*Data listing*.
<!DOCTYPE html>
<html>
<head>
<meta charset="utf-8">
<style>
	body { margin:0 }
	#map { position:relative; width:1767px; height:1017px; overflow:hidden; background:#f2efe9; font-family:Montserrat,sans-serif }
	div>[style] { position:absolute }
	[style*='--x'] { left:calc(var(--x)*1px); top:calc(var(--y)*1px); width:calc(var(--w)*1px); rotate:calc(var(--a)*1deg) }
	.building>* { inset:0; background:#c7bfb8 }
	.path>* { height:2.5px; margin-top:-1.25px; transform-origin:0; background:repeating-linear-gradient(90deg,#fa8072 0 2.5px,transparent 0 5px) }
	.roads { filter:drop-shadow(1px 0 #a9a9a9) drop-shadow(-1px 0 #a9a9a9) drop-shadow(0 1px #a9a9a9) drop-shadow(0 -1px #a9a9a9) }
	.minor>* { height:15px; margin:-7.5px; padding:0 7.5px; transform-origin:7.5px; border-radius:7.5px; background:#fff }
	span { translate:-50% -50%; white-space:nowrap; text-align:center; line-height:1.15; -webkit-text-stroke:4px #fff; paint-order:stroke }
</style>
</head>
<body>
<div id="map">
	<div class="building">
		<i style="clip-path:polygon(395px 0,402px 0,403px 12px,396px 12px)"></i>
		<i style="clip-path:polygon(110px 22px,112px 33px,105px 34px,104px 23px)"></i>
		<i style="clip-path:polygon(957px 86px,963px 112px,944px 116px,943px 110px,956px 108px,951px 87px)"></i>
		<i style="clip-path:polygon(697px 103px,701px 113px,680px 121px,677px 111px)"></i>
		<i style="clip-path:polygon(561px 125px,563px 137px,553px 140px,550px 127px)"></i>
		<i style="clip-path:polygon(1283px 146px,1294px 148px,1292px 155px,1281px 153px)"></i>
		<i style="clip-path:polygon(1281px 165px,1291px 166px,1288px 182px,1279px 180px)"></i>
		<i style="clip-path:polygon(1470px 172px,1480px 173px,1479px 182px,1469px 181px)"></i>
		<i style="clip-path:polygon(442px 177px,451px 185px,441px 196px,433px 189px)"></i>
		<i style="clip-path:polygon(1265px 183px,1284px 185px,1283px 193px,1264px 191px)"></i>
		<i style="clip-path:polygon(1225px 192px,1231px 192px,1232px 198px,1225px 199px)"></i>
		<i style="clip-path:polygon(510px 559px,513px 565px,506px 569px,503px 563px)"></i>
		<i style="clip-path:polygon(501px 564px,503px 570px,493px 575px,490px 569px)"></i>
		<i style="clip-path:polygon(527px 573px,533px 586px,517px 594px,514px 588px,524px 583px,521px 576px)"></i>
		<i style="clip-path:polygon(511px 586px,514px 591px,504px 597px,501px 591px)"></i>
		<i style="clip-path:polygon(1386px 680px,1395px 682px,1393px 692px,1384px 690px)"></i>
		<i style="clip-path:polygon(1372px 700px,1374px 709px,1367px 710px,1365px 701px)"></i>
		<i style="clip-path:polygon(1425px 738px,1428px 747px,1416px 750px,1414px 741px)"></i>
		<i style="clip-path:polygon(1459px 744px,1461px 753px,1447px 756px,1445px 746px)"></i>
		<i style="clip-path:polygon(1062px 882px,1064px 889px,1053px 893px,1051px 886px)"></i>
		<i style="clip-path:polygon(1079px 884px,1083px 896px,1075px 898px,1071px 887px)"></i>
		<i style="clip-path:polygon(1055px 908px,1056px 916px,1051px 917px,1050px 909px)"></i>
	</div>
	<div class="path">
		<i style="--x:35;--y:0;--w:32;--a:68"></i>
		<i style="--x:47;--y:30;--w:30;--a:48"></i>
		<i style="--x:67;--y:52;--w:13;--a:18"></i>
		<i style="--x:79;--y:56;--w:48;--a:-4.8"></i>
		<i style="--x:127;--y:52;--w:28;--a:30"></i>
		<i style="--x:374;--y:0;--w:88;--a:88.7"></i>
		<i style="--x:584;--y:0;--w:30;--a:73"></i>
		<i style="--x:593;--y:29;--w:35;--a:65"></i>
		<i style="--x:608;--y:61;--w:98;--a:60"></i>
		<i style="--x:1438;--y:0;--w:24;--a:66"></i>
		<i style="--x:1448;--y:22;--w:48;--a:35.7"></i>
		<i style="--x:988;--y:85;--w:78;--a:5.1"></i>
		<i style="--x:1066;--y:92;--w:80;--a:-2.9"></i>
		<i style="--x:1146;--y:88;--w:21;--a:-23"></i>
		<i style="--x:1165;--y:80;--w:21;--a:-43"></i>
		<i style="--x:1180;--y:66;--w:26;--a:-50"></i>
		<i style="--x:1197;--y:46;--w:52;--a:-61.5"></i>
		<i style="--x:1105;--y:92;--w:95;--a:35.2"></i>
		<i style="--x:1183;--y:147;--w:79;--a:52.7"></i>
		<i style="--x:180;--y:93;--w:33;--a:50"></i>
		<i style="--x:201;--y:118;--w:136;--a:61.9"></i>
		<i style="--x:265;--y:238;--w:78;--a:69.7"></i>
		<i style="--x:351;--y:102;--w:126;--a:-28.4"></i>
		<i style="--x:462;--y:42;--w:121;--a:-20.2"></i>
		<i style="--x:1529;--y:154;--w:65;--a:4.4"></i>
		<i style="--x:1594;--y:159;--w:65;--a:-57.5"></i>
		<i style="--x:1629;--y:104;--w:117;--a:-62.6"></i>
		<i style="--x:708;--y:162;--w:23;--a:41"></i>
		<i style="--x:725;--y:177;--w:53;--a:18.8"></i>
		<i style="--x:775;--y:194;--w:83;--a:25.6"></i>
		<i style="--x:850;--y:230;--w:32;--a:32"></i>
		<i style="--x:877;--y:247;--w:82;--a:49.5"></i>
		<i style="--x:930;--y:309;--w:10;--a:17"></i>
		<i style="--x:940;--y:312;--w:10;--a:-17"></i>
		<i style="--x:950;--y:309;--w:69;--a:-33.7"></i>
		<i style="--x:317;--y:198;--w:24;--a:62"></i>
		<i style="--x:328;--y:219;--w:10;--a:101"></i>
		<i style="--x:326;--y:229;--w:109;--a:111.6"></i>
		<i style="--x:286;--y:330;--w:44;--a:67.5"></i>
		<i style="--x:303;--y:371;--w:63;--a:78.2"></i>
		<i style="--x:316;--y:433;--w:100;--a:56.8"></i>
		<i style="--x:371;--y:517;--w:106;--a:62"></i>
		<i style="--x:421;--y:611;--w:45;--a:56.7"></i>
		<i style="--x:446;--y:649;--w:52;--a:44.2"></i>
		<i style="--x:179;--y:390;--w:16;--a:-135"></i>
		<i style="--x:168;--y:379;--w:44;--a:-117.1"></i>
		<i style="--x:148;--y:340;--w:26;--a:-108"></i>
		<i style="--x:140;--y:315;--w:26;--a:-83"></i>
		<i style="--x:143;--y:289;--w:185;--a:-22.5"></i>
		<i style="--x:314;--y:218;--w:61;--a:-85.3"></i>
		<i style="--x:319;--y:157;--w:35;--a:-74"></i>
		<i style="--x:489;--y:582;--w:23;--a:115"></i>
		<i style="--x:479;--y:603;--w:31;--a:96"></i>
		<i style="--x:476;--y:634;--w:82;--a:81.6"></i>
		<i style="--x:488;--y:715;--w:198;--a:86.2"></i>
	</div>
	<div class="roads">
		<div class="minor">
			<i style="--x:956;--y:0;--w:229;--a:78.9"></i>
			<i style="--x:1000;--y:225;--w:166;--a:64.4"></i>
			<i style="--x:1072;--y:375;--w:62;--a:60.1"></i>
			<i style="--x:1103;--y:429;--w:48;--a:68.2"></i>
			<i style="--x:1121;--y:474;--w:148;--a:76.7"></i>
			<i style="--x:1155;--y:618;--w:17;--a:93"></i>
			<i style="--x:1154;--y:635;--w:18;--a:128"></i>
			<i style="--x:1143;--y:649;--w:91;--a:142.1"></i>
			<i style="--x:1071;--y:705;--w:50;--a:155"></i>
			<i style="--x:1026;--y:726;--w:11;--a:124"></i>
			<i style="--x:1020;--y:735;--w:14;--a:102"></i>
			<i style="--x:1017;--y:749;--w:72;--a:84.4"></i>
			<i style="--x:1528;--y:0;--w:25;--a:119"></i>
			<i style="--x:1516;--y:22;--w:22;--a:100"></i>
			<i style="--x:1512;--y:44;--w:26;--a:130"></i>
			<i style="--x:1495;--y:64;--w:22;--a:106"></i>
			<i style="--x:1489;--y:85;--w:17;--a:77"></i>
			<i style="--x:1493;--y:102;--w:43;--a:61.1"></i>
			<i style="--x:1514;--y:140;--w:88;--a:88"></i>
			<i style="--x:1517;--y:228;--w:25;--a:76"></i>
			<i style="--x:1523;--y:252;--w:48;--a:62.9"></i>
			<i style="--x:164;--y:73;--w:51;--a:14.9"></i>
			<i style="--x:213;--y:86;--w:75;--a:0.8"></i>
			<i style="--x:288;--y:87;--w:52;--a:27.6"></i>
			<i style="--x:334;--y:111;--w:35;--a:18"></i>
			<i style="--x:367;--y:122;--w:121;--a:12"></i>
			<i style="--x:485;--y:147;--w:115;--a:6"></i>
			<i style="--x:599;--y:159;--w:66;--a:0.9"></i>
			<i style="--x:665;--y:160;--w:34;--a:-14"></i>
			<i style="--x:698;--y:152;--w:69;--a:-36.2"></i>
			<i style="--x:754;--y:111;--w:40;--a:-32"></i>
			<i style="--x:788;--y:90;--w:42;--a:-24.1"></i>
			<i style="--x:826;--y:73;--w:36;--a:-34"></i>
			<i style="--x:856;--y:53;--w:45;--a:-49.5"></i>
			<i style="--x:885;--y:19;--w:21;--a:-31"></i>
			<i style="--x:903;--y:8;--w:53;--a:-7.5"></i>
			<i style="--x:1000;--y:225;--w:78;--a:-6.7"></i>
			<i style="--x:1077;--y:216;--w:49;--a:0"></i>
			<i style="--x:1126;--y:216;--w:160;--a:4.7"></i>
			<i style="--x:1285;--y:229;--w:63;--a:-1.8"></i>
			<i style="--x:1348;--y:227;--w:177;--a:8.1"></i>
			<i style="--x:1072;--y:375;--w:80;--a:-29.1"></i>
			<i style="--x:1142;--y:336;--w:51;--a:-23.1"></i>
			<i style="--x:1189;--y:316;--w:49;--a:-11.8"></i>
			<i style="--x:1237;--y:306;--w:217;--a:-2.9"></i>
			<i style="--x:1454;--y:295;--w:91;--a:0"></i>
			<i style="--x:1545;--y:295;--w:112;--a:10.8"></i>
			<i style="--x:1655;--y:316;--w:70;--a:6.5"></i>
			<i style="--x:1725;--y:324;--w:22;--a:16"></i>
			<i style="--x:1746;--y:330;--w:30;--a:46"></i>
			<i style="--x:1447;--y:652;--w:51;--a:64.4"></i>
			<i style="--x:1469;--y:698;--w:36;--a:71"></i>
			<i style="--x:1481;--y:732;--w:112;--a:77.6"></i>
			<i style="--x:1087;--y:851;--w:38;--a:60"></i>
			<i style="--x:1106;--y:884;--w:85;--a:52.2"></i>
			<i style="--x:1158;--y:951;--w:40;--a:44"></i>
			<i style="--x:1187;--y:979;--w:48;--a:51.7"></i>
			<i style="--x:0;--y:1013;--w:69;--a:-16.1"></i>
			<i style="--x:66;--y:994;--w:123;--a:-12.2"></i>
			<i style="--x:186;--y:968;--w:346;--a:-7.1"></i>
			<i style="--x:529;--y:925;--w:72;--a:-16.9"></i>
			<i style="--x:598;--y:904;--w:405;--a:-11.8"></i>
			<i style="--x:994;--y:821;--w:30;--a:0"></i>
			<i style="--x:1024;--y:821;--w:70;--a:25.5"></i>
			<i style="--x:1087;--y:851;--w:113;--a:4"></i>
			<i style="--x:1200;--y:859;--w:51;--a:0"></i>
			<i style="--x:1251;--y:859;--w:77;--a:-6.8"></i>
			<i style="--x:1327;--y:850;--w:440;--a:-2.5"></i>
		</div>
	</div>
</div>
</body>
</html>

---

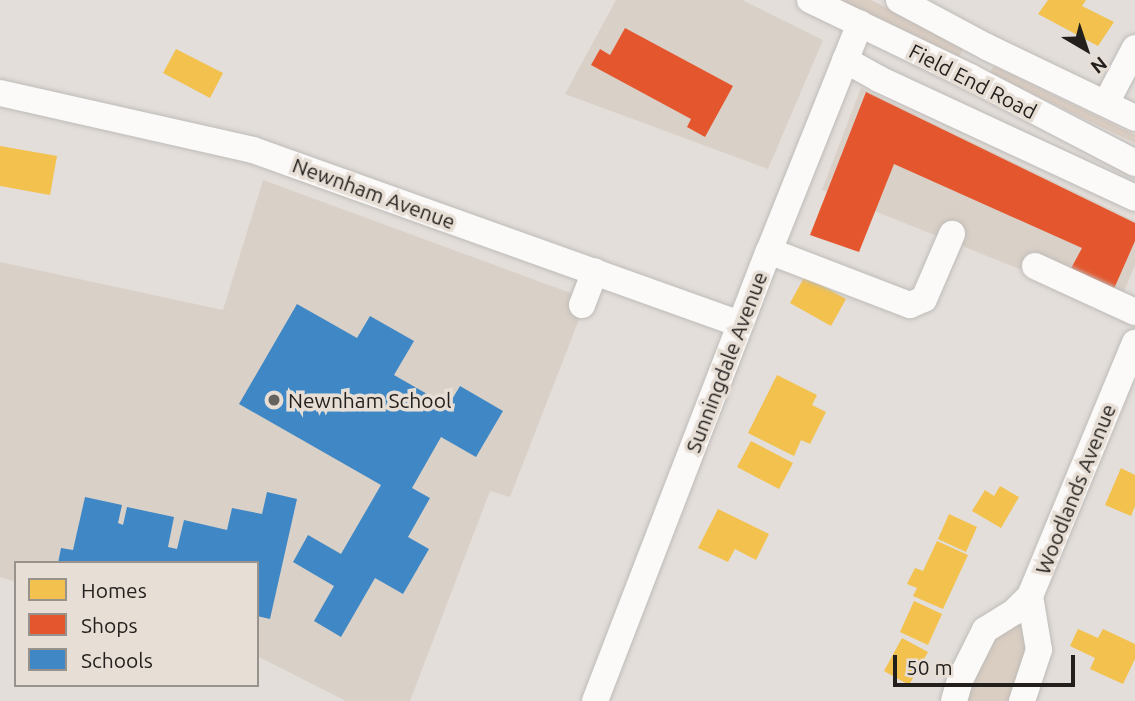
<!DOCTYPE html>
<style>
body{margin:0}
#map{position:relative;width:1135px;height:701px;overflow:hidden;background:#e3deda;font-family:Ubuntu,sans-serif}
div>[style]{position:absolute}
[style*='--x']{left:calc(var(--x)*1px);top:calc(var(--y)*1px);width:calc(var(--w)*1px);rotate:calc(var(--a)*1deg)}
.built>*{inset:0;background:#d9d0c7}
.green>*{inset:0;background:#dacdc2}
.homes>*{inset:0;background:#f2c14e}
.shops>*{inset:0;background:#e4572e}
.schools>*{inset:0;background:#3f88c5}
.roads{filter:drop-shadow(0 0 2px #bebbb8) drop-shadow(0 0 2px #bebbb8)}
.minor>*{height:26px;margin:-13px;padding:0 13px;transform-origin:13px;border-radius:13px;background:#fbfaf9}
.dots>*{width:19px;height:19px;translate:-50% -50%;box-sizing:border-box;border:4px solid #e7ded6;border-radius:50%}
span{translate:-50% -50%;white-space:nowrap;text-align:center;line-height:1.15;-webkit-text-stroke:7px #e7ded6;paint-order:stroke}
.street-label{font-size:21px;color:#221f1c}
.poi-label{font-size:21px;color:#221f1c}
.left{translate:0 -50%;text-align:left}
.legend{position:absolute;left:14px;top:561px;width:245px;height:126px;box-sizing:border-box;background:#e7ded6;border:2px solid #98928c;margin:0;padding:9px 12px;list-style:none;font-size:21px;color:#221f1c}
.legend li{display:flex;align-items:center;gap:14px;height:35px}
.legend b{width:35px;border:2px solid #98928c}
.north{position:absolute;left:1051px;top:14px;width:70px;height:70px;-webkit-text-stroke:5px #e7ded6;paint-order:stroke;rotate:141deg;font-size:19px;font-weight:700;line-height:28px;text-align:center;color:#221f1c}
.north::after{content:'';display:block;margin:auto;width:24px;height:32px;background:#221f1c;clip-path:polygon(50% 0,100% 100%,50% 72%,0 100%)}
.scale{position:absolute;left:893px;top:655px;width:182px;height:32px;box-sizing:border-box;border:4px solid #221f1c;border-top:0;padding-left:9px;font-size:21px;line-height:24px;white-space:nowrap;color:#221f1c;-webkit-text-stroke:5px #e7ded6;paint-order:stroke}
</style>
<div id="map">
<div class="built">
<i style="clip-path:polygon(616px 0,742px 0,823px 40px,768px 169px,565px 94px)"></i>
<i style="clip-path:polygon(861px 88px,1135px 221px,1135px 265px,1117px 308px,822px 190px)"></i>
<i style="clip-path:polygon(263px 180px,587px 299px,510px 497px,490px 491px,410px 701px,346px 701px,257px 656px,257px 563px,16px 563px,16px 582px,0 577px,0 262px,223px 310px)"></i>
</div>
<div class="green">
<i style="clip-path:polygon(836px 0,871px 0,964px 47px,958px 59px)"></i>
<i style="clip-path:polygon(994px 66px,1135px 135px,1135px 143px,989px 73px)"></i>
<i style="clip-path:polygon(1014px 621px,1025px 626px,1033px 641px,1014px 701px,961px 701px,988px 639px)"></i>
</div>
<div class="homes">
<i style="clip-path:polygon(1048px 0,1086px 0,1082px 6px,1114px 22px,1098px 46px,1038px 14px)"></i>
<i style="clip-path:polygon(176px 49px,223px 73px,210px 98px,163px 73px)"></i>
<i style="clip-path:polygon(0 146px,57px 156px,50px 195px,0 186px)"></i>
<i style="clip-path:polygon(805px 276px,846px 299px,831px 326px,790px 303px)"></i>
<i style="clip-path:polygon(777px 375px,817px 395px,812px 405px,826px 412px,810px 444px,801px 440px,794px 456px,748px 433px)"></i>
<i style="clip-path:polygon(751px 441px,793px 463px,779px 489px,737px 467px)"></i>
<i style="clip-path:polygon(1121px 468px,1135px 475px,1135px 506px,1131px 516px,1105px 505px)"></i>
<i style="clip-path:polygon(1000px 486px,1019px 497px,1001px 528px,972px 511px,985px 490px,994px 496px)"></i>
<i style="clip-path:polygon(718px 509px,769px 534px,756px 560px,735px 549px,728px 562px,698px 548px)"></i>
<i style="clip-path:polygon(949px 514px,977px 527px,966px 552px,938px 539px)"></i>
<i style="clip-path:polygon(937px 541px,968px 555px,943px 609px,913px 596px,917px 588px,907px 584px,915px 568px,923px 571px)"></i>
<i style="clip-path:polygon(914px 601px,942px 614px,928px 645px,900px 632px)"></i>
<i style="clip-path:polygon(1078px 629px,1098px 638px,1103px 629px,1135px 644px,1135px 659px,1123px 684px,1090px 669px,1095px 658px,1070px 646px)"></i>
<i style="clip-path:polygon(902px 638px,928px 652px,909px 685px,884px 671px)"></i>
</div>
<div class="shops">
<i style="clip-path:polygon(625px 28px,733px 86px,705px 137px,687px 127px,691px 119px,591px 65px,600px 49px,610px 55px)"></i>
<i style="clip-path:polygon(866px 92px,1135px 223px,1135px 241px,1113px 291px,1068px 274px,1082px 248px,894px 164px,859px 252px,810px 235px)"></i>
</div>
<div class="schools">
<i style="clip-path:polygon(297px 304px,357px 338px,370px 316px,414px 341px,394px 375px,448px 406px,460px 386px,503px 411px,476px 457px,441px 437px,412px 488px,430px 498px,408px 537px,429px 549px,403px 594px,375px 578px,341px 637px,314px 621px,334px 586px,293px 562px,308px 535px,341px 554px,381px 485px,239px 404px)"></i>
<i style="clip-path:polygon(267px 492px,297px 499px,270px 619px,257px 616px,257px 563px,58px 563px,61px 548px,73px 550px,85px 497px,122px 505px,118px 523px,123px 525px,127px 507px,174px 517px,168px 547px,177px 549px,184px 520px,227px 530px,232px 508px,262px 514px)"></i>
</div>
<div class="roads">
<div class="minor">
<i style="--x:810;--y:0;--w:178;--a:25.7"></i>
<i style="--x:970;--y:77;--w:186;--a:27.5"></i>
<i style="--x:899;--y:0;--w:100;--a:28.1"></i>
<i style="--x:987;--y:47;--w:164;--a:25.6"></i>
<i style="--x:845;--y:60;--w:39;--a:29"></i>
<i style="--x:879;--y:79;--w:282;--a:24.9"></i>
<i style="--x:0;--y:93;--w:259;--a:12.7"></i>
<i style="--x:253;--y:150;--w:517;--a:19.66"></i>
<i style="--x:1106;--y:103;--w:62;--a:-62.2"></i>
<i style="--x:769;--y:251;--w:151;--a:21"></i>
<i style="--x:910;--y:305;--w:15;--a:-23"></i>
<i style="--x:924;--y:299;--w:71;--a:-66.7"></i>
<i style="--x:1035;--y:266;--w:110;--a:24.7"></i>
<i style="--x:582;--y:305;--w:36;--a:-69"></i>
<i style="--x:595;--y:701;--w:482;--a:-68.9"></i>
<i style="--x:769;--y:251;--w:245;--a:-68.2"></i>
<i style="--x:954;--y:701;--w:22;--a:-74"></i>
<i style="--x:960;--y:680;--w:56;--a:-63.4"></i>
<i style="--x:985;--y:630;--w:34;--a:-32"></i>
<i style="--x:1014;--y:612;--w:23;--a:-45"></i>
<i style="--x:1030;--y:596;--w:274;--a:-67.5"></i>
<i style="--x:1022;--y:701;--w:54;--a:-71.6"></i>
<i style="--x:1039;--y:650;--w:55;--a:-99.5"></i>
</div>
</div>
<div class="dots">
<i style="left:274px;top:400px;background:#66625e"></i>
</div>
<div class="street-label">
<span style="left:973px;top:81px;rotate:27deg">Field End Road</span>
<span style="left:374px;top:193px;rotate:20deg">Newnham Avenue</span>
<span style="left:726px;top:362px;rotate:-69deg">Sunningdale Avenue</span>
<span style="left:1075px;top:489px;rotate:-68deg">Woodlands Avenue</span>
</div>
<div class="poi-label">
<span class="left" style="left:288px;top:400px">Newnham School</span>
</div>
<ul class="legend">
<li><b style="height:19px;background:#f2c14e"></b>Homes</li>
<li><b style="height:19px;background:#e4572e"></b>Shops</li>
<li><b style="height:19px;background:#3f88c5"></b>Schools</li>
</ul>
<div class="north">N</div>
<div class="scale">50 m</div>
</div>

*About this task*. Can you repeat, word for word, every line above from the one containing "position:relative; width:1767px; height:1017px;" down to the one containing "filter:drop-shadow(1px 0 #a9a9a9)", including both?

*Reply*.
	#map { position:relative; width:1767px; height:1017px; overflow:hidden; background:#f2efe9; font-family:Montserrat,sans-serif }
	div>[style] { position:absolute }
	[style*='--x'] { left:calc(var(--x)*1px); top:calc(var(--y)*1px); width:calc(var(--w)*1px); rotate:calc(var(--a)*1deg) }
	.building>* { inset:0; background:#c7bfb8 }
	.path>* { height:2.5px; margin-top:-1.25px; transform-origin:0; background:repeating-linear-gradient(90deg,#fa8072 0 2.5px,transparent 0 5px) }
	.roads { filter:drop-shadow(1px 0 #a9a9a9) drop-shadow(-1px 0 #a9a9a9) drop-shadow(0 1px #a9a9a9) drop-shadow(0 -1px #a9a9a9) }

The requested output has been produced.